▸ **EXERCISE DESCRIPTION**
Output every line below as it stands, dropping only the images.

============================================================

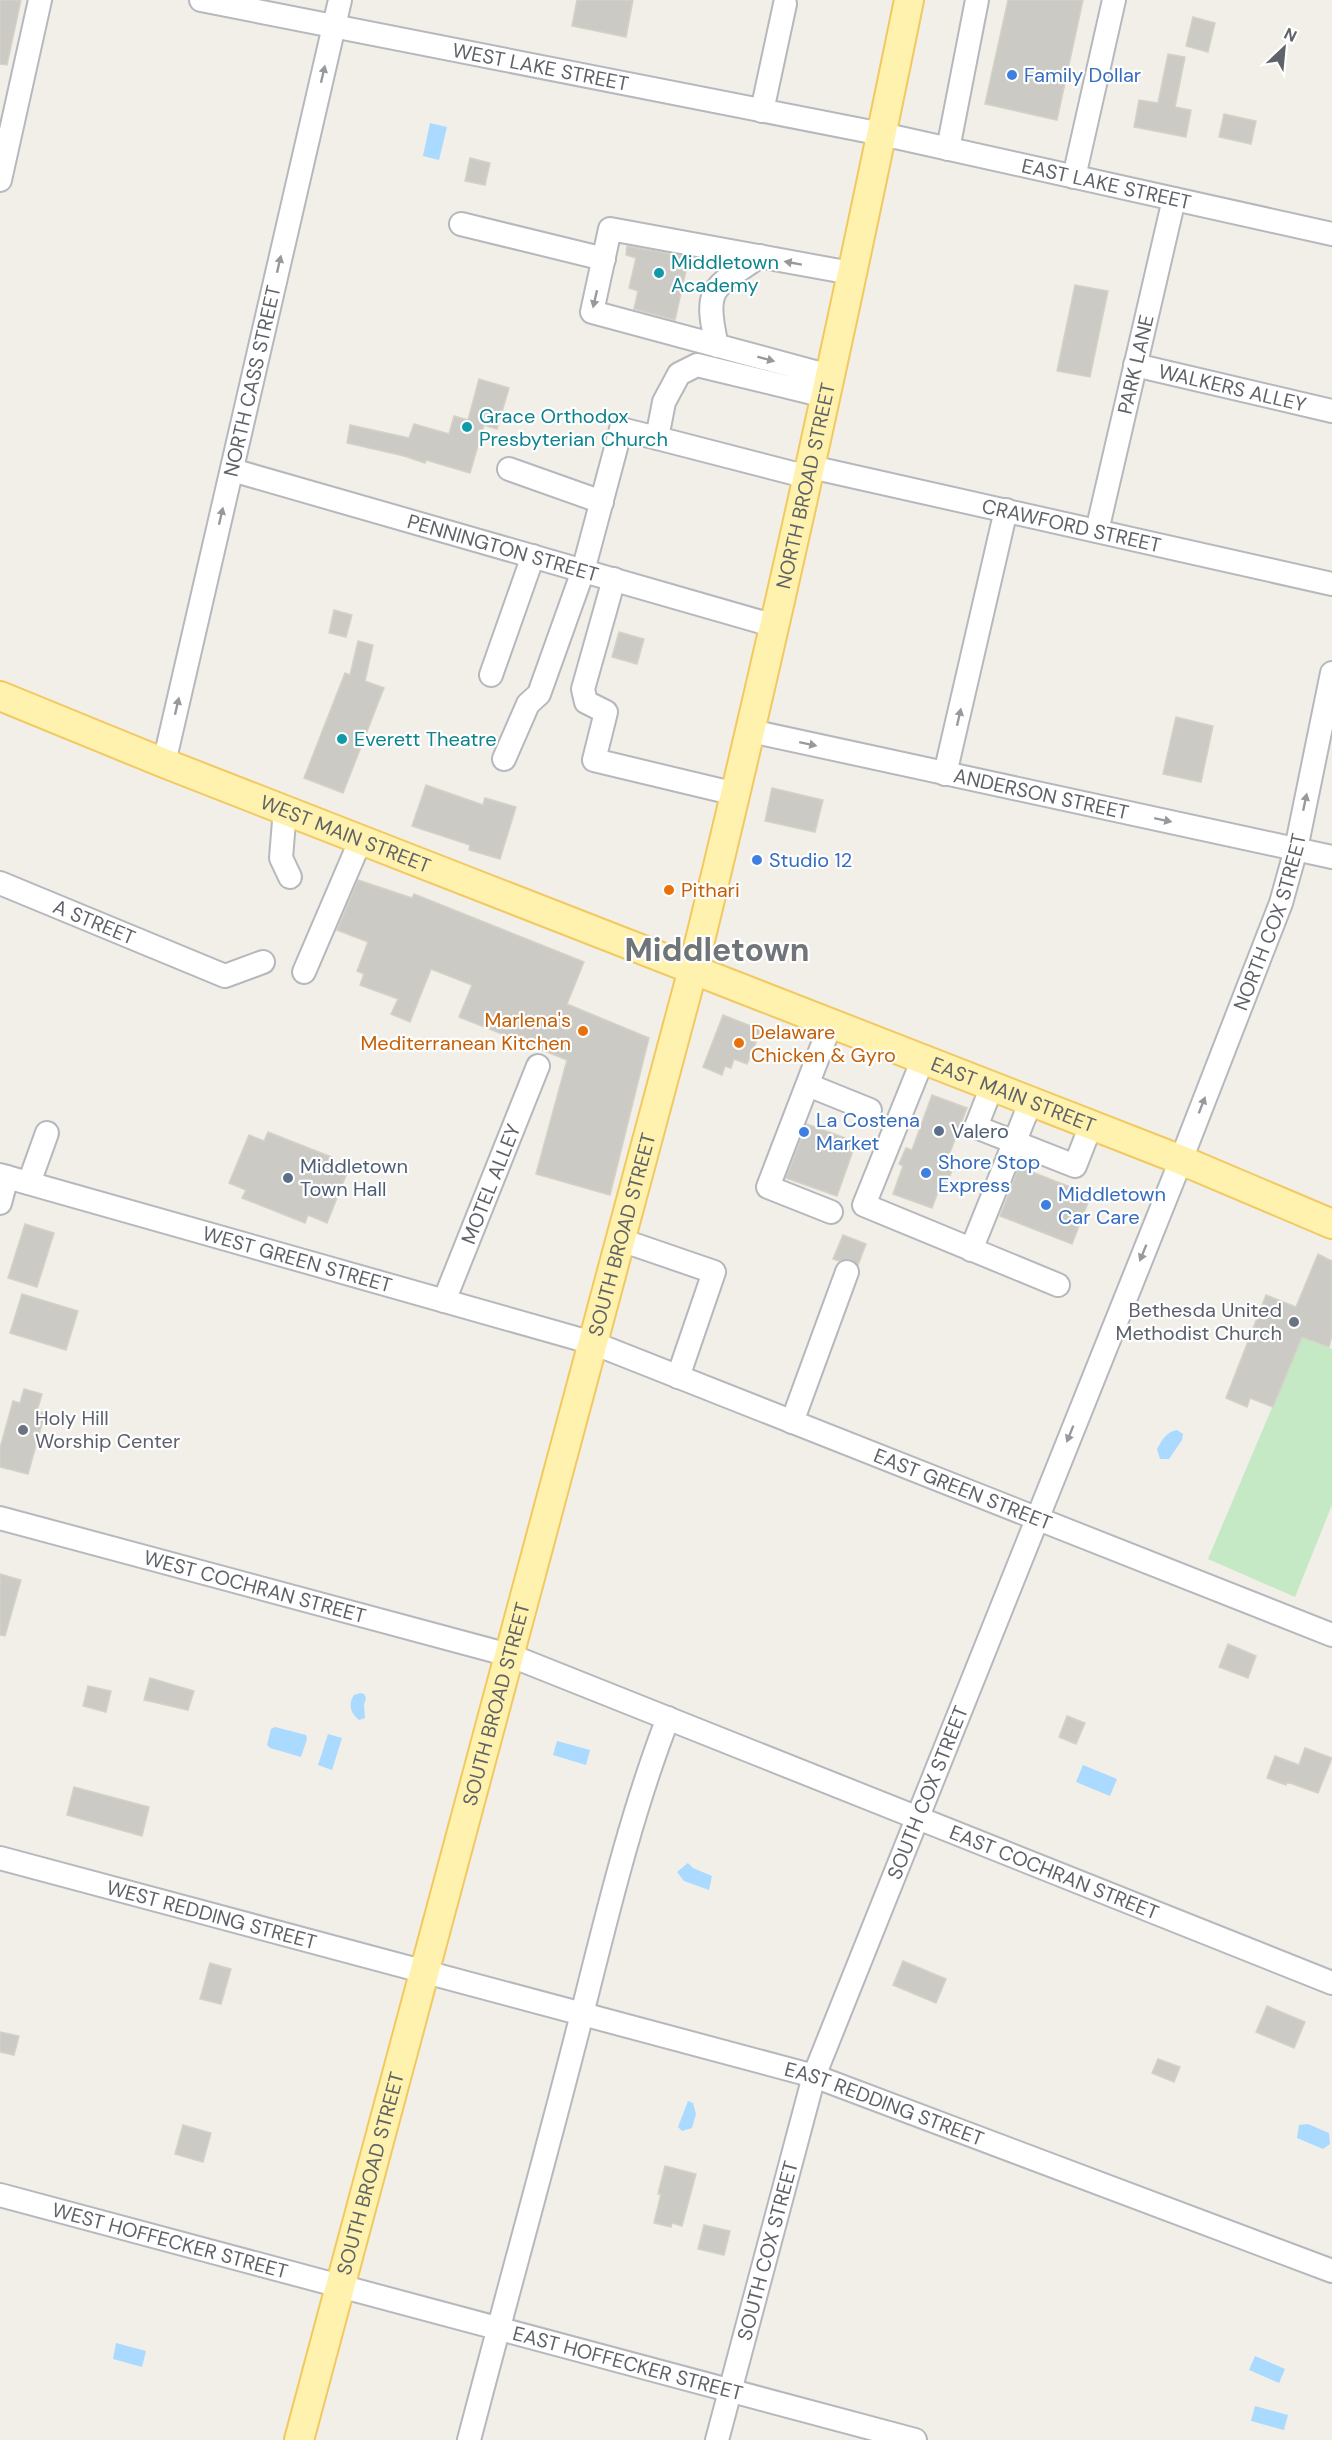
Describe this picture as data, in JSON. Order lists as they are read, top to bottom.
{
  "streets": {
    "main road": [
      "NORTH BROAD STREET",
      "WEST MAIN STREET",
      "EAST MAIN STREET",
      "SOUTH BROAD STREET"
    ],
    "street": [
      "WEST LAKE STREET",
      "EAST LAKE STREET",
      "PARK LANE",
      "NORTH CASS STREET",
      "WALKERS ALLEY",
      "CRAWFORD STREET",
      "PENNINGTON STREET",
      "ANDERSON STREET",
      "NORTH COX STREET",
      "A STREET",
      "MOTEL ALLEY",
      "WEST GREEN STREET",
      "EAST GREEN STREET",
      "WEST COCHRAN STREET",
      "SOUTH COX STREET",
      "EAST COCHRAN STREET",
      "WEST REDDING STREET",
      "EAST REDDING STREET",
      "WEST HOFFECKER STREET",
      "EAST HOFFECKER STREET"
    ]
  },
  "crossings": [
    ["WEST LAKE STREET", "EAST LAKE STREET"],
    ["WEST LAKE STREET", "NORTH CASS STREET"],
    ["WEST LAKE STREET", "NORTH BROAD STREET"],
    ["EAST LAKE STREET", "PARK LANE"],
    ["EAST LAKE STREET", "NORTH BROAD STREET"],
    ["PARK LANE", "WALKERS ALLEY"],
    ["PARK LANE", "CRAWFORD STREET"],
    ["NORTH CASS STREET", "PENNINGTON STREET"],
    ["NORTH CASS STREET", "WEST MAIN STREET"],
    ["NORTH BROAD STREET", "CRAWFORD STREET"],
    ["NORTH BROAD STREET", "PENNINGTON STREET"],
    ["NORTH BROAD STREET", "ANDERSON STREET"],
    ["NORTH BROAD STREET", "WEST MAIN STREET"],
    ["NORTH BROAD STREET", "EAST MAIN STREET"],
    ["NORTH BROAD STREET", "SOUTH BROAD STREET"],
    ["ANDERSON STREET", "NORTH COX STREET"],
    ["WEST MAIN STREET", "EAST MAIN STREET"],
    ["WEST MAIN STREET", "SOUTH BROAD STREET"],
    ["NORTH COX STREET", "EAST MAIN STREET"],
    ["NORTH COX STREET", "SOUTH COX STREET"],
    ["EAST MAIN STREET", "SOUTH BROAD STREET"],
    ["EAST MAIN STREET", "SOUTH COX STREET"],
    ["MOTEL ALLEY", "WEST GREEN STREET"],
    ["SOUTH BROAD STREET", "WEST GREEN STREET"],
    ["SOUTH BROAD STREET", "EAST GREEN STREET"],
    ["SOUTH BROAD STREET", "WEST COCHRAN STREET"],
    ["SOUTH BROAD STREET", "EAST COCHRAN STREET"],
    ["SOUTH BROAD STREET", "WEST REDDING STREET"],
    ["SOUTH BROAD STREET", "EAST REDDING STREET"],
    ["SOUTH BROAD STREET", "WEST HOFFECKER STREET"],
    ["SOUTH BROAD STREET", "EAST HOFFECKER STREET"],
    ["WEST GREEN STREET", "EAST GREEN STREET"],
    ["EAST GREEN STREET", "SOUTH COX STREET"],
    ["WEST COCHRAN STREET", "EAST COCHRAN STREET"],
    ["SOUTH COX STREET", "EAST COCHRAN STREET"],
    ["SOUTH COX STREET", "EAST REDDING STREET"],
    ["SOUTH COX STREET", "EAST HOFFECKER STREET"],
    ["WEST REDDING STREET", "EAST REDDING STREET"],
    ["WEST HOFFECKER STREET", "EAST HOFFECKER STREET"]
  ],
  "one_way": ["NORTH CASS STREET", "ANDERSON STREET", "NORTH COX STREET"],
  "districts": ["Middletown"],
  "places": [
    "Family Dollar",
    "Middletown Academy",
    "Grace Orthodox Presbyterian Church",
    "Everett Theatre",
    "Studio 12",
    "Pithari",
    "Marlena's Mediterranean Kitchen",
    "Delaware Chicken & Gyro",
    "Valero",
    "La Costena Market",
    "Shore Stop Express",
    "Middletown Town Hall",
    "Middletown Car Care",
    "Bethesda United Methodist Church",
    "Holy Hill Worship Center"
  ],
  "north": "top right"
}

============================================================

▸ **OUTPUT FOR THIS EXERCISE**
Describe this picture as data, in JSON. Order lists as they are read, top to bottom.
{
  "streets": {
    "main road": [
      "NORTH BROAD STREET",
      "WEST MAIN STREET",
      "EAST MAIN STREET",
      "SOUTH BROAD STREET"
    ],
    "street": [
      "WEST LAKE STREET",
      "EAST LAKE STREET",
      "PARK LANE",
      "NORTH CASS STREET",
      "WALKERS ALLEY",
      "CRAWFORD STREET",
      "PENNINGTON STREET",
      "ANDERSON STREET",
      "NORTH COX STREET",
      "A STREET",
      "MOTEL ALLEY",
      "WEST GREEN STREET",
      "EAST GREEN STREET",
      "WEST COCHRAN STREET",
      "SOUTH COX STREET",
      "EAST COCHRAN STREET",
      "WEST REDDING STREET",
      "EAST REDDING STREET",
      "WEST HOFFECKER STREET",
      "EAST HOFFECKER STREET"
    ]
  },
  "crossings": [
    ["WEST LAKE STREET", "EAST LAKE STREET"],
    ["WEST LAKE STREET", "NORTH CASS STREET"],
    ["WEST LAKE STREET", "NORTH BROAD STREET"],
    ["EAST LAKE STREET", "PARK LANE"],
    ["EAST LAKE STREET", "NORTH BROAD STREET"],
    ["PARK LANE", "WALKERS ALLEY"],
    ["PARK LANE", "CRAWFORD STREET"],
    ["NORTH CASS STREET", "PENNINGTON STREET"],
    ["NORTH CASS STREET", "WEST MAIN STREET"],
    ["NORTH BROAD STREET", "CRAWFORD STREET"],
    ["NORTH BROAD STREET", "PENNINGTON STREET"],
    ["NORTH BROAD STREET", "ANDERSON STREET"],
    ["NORTH BROAD STREET", "WEST MAIN STREET"],
    ["NORTH BROAD STREET", "EAST MAIN STREET"],
    ["NORTH BROAD STREET", "SOUTH BROAD STREET"],
    ["ANDERSON STREET", "NORTH COX STREET"],
    ["WEST MAIN STREET", "EAST MAIN STREET"],
    ["WEST MAIN STREET", "SOUTH BROAD STREET"],
    ["NORTH COX STREET", "EAST MAIN STREET"],
    ["NORTH COX STREET", "SOUTH COX STREET"],
    ["EAST MAIN STREET", "SOUTH BROAD STREET"],
    ["EAST MAIN STREET", "SOUTH COX STREET"],
    ["MOTEL ALLEY", "WEST GREEN STREET"],
    ["SOUTH BROAD STREET", "WEST GREEN STREET"],
    ["SOUTH BROAD STREET", "EAST GREEN STREET"],
    ["SOUTH BROAD STREET", "WEST COCHRAN STREET"],
    ["SOUTH BROAD STREET", "EAST COCHRAN STREET"],
    ["SOUTH BROAD STREET", "WEST REDDING STREET"],
    ["SOUTH BROAD STREET", "EAST REDDING STREET"],
    ["SOUTH BROAD STREET", "WEST HOFFECKER STREET"],
    ["SOUTH BROAD STREET", "EAST HOFFECKER STREET"],
    ["WEST GREEN STREET", "EAST GREEN STREET"],
    ["EAST GREEN STREET", "SOUTH COX STREET"],
    ["WEST COCHRAN STREET", "EAST COCHRAN STREET"],
    ["SOUTH COX STREET", "EAST COCHRAN STREET"],
    ["SOUTH COX STREET", "EAST REDDING STREET"],
    ["SOUTH COX STREET", "EAST HOFFECKER STREET"],
    ["WEST REDDING STREET", "EAST REDDING STREET"],
    ["WEST HOFFECKER STREET", "EAST HOFFECKER STREET"]
  ],
  "one_way": ["NORTH CASS STREET", "ANDERSON STREET", "NORTH COX STREET"],
  "districts": ["Middletown"],
  "places": [
    "Family Dollar",
    "Middletown Academy",
    "Grace Orthodox Presbyterian Church",
    "Everett Theatre",
    "Studio 12",
    "Pithari",
    "Marlena's Mediterranean Kitchen",
    "Delaware Chicken & Gyro",
    "Valero",
    "La Costena Market",
    "Shore Stop Express",
    "Middletown Town Hall",
    "Middletown Car Care",
    "Bethesda United Methodist Church",
    "Holy Hill Worship Center"
  ],
  "north": "top right"
}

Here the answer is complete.